#NASA gets up close and personal with asteroid

#NASA gets up close and personal with asteroid

June 9, 2020 | 2:21pm

NASA’s OSIRIS-REx asteroid probe has already done a lot of work in a very short amount of time. After originally arriving at the space rock known as Bennu way back in 2018, it successfully entered its orbit and began scanning its surface for interesting sights. The asteroid’s surface proved to be littered with more debris than NASA had anticipated, so finding a nice smooth spot to touch down posed a huge challenge.

The plan all along has been for the probe to dive close to the asteroid and collect a sample of its surface material for study back on Earth. Deciding on a location took some time, and NASA had multiple would-be sample-collection sites mapped out before coming to a final decision. Now, we have a glorious look at once of the backup collection sites.

As NASA explains, OSIRIS-REx performed a very close pass of the collection site known as Osprey in late May. It lowered itself to within 250 meters of the asteroid’s dusty surface, which is hazardous in and of itself, but it was crucial to ensuring the mission is an eventual success.

The team has already selected the sample site called Nightingale as the primary collection spot, but it’s important to have a backup plan. Osprey is that backup plan, and the OSIRIS-REx team needed a nice clear map of the area in the event that they’d have to resort to collecting a sample from Osprey instead of Nightingale.

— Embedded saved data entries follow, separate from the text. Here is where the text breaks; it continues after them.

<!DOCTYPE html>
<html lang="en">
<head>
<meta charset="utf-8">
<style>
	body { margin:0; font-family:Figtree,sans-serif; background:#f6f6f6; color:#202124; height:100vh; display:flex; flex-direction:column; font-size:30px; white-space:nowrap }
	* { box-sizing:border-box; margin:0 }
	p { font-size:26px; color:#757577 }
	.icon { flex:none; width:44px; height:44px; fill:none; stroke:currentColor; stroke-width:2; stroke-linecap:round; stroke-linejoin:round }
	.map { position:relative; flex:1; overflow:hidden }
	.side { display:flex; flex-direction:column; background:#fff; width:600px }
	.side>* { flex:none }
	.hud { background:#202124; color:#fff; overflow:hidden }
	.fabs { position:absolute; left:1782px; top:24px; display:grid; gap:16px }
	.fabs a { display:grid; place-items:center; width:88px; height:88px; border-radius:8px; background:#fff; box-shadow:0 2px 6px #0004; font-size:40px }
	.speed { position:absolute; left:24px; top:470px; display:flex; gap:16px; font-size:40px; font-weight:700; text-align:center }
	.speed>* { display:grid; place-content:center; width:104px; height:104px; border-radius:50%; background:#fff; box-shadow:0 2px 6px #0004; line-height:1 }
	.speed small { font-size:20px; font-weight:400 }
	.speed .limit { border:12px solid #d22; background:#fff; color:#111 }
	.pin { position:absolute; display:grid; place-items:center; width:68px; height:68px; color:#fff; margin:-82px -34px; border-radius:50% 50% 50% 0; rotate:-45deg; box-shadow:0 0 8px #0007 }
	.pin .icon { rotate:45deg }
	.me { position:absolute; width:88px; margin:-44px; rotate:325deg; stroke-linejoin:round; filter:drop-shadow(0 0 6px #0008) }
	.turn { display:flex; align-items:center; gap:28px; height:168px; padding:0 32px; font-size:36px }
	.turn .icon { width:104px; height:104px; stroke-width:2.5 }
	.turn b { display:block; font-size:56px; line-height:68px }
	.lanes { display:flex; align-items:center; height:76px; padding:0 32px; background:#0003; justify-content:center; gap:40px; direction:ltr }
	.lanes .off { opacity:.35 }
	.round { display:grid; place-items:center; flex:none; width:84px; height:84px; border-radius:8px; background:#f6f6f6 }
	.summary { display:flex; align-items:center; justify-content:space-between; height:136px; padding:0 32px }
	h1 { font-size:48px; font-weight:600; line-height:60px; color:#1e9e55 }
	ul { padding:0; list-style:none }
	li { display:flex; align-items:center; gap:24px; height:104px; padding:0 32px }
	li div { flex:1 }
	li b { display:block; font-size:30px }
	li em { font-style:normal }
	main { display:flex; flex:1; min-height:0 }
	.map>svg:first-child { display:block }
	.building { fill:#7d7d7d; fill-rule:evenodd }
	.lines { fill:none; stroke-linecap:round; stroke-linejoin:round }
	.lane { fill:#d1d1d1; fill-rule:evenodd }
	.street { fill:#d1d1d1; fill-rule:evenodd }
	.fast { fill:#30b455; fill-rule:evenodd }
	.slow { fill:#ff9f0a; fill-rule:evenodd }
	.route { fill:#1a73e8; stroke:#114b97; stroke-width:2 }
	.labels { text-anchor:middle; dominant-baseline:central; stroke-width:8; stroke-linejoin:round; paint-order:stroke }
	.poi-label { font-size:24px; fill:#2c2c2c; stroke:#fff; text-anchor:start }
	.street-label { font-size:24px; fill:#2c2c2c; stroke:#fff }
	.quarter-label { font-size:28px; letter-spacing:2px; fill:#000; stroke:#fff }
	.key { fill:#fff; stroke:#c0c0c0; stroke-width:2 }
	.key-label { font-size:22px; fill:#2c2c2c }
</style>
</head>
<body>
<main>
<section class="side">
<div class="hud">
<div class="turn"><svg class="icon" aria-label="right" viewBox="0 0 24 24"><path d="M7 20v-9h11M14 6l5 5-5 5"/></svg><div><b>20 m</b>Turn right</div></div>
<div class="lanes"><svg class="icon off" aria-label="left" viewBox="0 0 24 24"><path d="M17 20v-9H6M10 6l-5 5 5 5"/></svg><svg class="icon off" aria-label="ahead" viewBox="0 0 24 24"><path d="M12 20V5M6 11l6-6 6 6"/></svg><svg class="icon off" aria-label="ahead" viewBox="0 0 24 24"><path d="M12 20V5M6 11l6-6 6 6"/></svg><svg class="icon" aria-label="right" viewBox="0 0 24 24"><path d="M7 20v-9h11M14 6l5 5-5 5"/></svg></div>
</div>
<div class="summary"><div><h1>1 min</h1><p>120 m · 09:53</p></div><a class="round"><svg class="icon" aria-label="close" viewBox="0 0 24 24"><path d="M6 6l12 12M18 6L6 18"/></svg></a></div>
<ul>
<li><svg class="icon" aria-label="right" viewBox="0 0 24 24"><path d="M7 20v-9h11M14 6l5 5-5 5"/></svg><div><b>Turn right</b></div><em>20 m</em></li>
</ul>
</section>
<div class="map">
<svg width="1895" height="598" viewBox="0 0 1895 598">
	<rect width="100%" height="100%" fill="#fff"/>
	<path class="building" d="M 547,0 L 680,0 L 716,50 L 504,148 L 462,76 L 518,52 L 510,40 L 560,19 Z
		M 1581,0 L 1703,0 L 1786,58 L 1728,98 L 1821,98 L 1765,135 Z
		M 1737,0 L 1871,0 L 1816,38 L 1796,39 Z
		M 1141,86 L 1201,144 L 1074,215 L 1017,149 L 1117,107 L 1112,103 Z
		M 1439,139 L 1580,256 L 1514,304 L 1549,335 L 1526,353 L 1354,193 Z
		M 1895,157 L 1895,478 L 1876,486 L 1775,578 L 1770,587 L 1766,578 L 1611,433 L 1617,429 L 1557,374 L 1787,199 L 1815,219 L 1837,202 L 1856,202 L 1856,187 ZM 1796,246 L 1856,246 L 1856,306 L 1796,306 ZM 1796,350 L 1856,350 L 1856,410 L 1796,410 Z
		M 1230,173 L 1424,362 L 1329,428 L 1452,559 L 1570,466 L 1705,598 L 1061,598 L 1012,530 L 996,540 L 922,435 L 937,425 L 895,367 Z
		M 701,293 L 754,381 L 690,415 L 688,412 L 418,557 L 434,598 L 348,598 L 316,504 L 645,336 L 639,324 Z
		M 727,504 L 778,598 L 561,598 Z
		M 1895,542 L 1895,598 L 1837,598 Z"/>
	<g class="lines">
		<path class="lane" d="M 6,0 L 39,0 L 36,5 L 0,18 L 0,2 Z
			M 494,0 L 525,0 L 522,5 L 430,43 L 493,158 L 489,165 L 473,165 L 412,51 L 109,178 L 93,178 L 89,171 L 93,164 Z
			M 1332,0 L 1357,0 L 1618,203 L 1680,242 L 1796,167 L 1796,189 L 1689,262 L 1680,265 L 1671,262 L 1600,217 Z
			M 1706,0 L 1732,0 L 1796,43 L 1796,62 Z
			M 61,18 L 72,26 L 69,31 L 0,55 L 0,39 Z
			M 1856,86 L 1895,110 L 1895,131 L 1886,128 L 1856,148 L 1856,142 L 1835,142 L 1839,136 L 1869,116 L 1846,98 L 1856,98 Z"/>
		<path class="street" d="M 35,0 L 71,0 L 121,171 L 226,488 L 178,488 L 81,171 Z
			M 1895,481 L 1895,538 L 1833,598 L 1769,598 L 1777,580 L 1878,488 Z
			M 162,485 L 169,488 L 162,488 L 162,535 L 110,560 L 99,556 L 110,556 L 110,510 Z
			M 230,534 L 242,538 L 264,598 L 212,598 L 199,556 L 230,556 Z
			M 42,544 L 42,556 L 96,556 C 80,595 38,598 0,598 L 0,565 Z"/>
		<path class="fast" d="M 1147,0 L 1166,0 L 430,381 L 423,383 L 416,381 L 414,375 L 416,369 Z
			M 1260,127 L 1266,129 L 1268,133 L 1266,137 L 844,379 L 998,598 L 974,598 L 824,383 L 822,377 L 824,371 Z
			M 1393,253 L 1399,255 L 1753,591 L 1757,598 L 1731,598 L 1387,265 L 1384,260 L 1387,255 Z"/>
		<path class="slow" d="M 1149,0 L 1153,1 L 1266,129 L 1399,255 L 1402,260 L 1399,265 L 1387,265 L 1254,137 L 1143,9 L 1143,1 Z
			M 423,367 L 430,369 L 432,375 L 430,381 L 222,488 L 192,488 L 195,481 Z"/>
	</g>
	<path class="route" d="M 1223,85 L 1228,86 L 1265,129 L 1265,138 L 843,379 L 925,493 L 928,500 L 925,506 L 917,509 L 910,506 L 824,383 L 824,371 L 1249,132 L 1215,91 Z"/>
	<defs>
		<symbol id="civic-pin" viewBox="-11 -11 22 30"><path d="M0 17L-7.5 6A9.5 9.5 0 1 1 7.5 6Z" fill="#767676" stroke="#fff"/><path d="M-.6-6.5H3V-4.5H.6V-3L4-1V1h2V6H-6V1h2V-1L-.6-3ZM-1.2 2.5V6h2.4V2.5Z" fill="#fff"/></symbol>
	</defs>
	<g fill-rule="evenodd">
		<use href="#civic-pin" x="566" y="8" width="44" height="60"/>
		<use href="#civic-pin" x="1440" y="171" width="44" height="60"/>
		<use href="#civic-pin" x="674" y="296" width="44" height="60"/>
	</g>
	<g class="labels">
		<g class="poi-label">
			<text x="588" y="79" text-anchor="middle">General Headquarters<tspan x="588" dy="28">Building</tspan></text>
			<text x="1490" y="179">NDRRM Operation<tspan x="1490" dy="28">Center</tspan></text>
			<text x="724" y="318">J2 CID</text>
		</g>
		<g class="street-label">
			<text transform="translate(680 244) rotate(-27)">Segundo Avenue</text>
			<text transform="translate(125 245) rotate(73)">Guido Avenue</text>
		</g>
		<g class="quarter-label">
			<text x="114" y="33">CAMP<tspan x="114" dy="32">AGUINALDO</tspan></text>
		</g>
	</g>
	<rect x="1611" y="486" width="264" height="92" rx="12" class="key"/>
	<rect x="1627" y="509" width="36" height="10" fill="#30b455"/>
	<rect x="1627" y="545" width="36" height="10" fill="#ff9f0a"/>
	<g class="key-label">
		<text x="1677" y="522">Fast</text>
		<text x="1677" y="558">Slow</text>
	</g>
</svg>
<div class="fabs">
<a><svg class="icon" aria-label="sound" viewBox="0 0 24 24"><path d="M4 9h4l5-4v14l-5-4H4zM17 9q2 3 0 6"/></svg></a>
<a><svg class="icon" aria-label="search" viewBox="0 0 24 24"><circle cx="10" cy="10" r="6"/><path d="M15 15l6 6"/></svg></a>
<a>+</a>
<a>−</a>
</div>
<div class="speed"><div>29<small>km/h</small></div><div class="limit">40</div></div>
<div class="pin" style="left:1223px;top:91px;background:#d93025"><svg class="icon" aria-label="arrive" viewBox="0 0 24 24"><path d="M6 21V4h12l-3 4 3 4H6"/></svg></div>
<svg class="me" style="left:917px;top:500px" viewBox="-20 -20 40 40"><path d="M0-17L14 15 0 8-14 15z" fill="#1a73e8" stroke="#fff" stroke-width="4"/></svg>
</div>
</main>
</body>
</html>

The actual sample-collection maneuver is as delicate as you can possibly imagine. The spacecraft will have to lower itself to within a literal arm’s reach of the surface, extend its robotic limb, and snatch a sample before returning to a higher orbit. The probe will ensure it collected enough material before departing and then, if everything looks in order, it will push itself out of Bennu’s orbit and begin the long journey home.

The probe won’t be attempting the sample gathering maneuver until August, but it’s been getting some practice in the meantime. In April, NASA’s team sent the spacecraft on a brief dive toward the asteroid before turning it back around. It’s a bit like a practice swing, and it allows the probe’s handlers to get a better idea of how OSIRIS-REx will respond during the eventual real-world maneuver.

Because of the distance between the asteroid and Earth, real-time control of the probe is out of the question. Instead, the scientists have to tell the probe to carry out a command and then hope that nothing goes wrong. It’s this simple fact that makes practicing maneuvers ahead of time so vitally important.

The surface of the asteroid Bennu as shot by the OSIRIS-REx asteroid probe.